Derivative Instruments and Hedging Activities. The Company follows Financial Accounting Standards Board (“FASB”) Accounting Standards Codification (“ASC”) Topic 815, Derivatives and Hedging (“FASB ASC 815”). The Company records the fair value of its commodity derivatives as an asset or liability on the Consolidated Balance Sheets, and records the changes in the fair value of its commodity derivatives in the Consolidated Statements of Operations as an unrealized gain or loss on commodity derivatives.

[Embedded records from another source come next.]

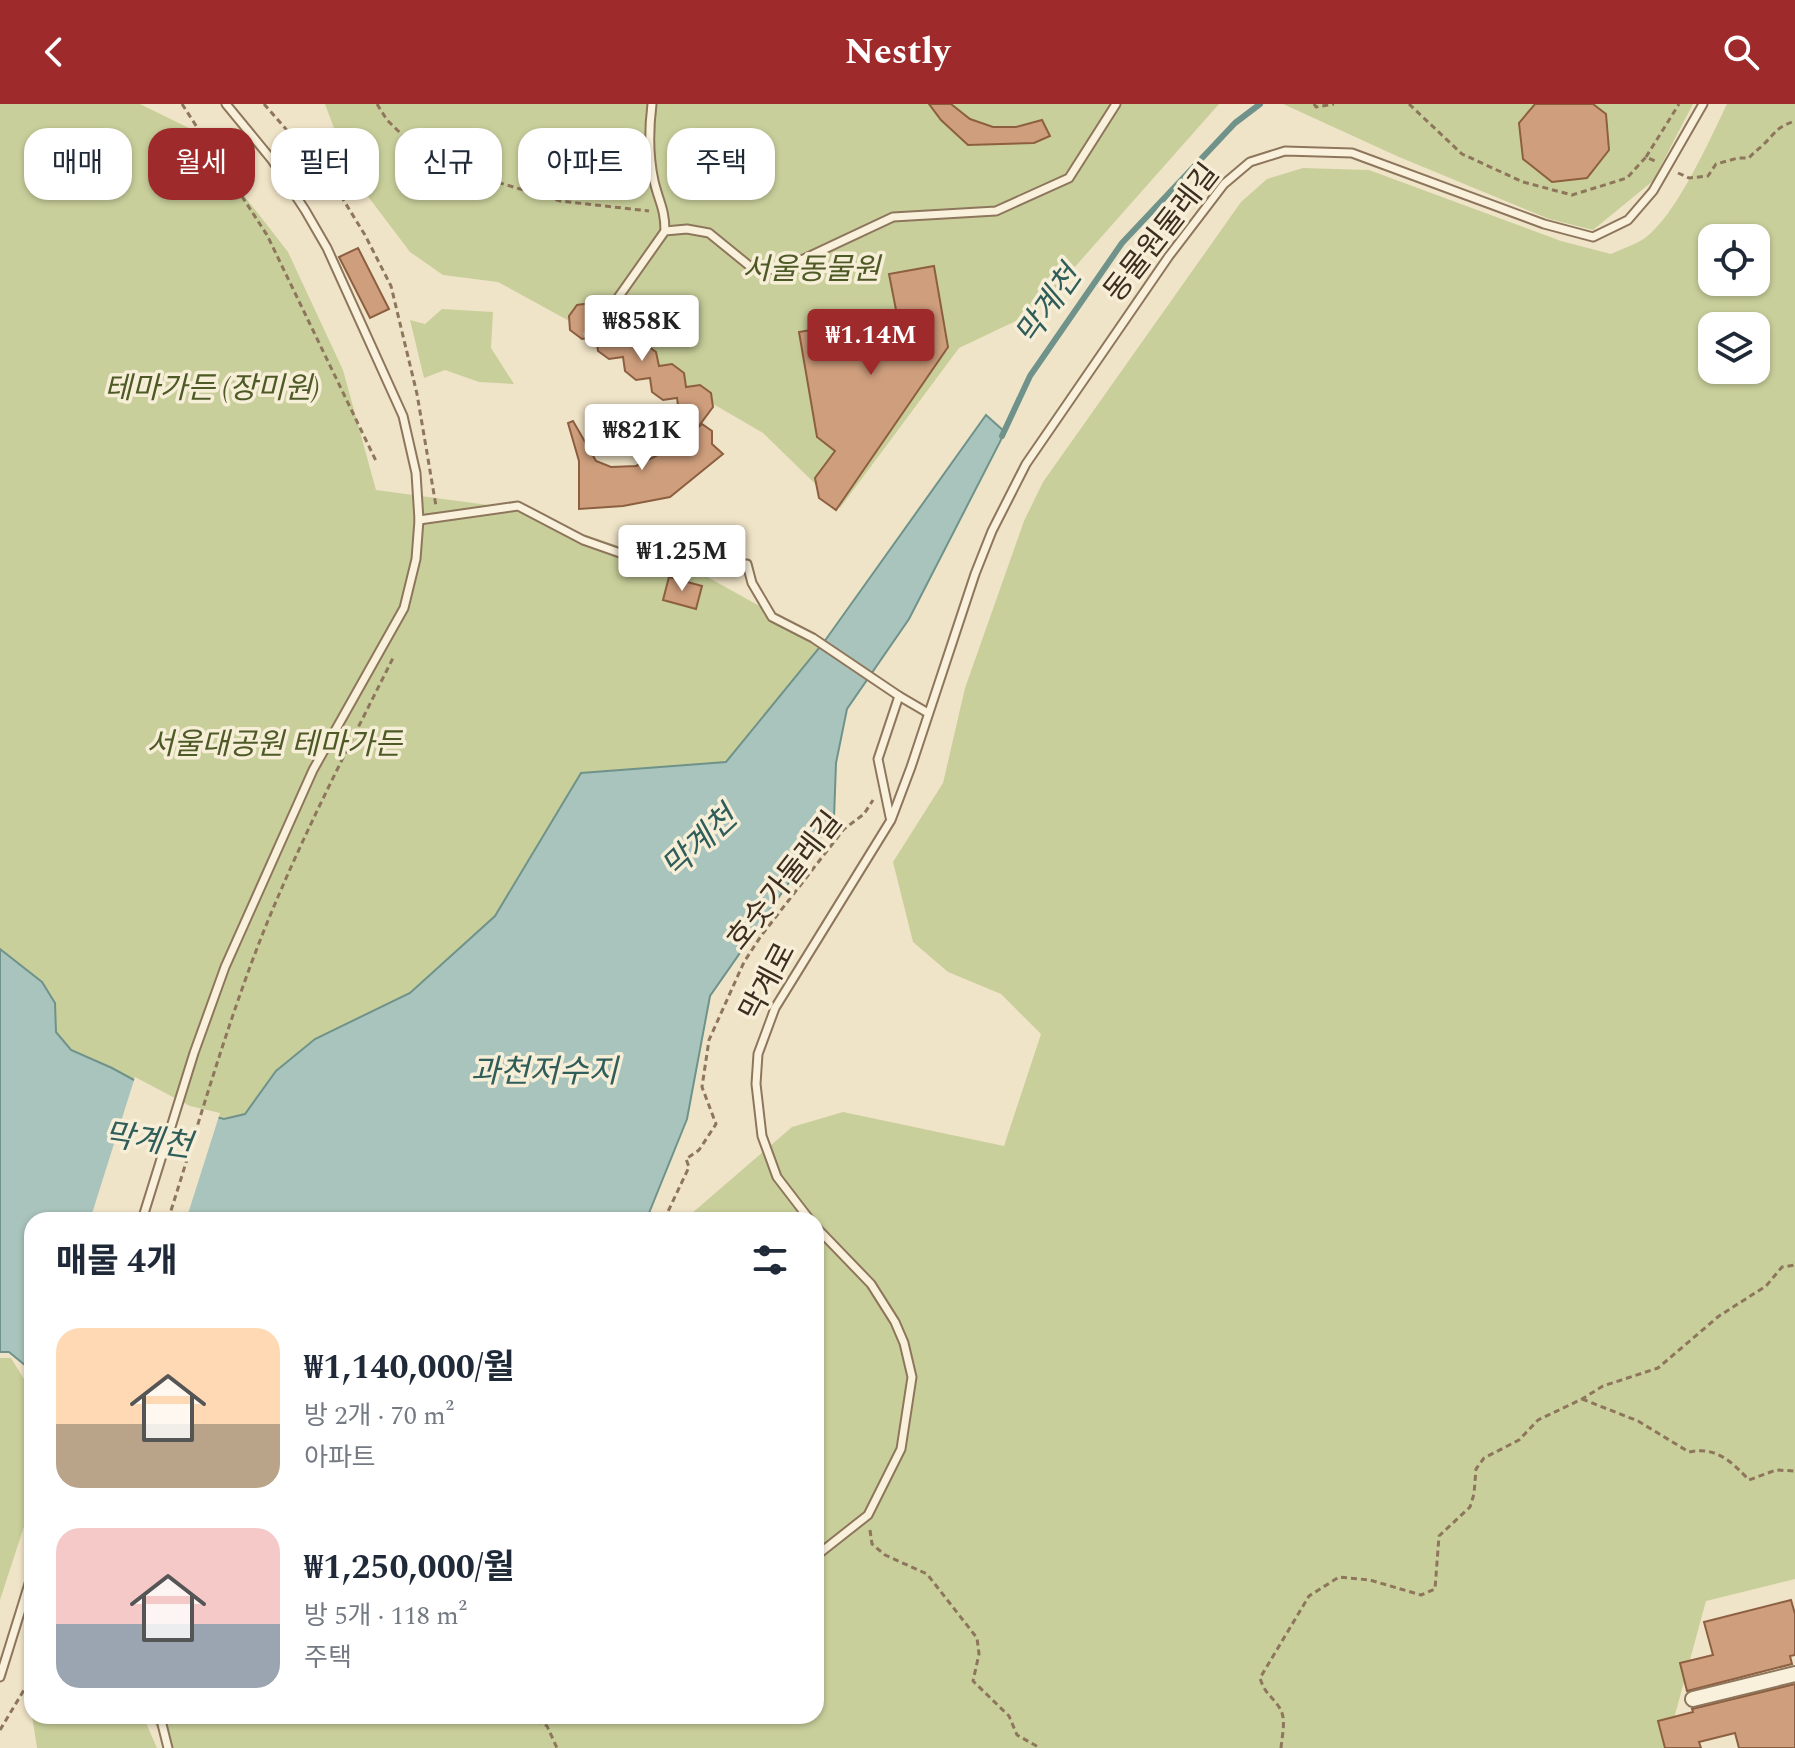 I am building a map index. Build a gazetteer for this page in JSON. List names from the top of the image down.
{
  "streets": {
    "lane": ["동물원둘레길", "막계로"],
    "path": ["호숫가둘레길"]
  },
  "crossings": [
    ["동물원둘레길", "막계로"]
  ],
  "water": ["막계천", "과천저수지"],
  "parks": ["서울동물원", "테마가든 (장미원)", "서울대공원 테마가든"],
  "page": {
    "header": "Nestly",
    "chip": [
      "매매",
      "월세",
      "필터",
      "신규",
      "아파트",
      "주택"
    ],
    "price": [
      "₩858K",
      "₩1.14M",
      "₩821K",
      "₩1.25M"
    ],
    "heading": "매물 4개",
    "list": [
      {
        "name": "₩1,140,000/월",
        "note": "방 2개 · 70 m² · 아파트"
      },
      {
        "name": "₩1,250,000/월",
        "note": "방 5개 · 118 m² · 주택"
      }
    ]
  }
} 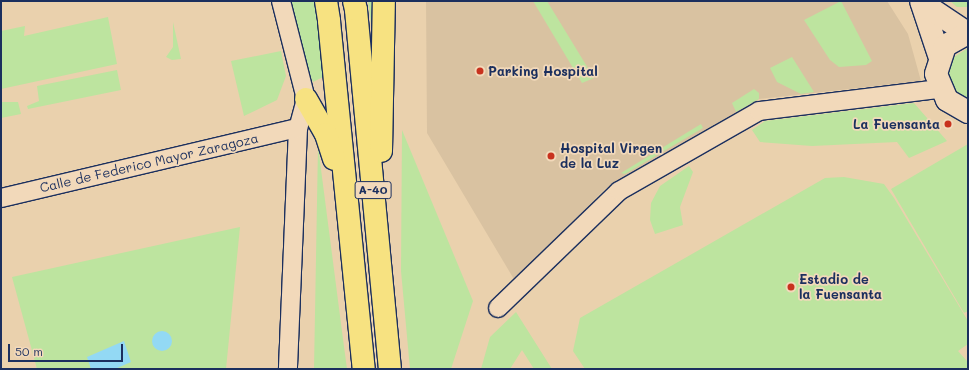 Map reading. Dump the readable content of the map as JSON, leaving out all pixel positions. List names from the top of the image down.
{
  "streets": {
    "main road": ["A-40"],
    "street": ["Calle de Federico Mayor Zaragoza"]
  },
  "places": [
    "Parking Hospital",
    "La Fuensanta",
    "Hospital Virgen de la Luz",
    "Estadio de la Fuensanta"
  ],
  "scale_bar": "50 m"
} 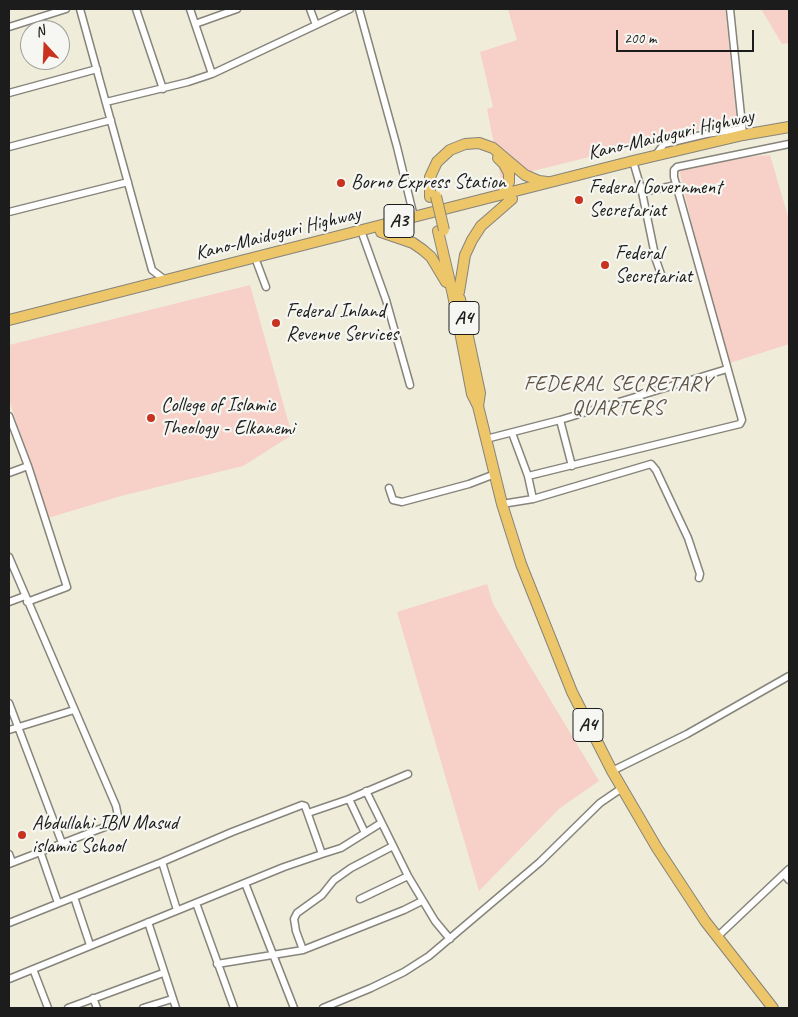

Fair Value Measurements. The Company follows FASB ASC Topic 820, Fair Value Measurements and Disclosures (“FASB ASC 820”). Under FASB ASC 820, fair value is defined as the price that would be received to sell an asset or paid to transfer a liability in an orderly transaction between market participants at measurement date and establishes a three level hierarchy for measuring fair value. The valuation assumptions utilized to measure the fair value of the Company’s commodity derivatives were observable inputs based on market data obtained from independent sources and are considered Level 2 inputs (quoted prices for similar assets, liabilities (adjusted) and market-corroborated inputs).

In consideration of counterparty credit risk, the Company assessed the possibility of whether each counterparty to the derivative would default by failing to make any contractually required payments as scheduled in the derivative instrument in determining the fair value. Additionally, the Company considers that it is of substantial credit quality and has the financial resources and willingness to meet its potential repayment obligations associated with the derivative transactions.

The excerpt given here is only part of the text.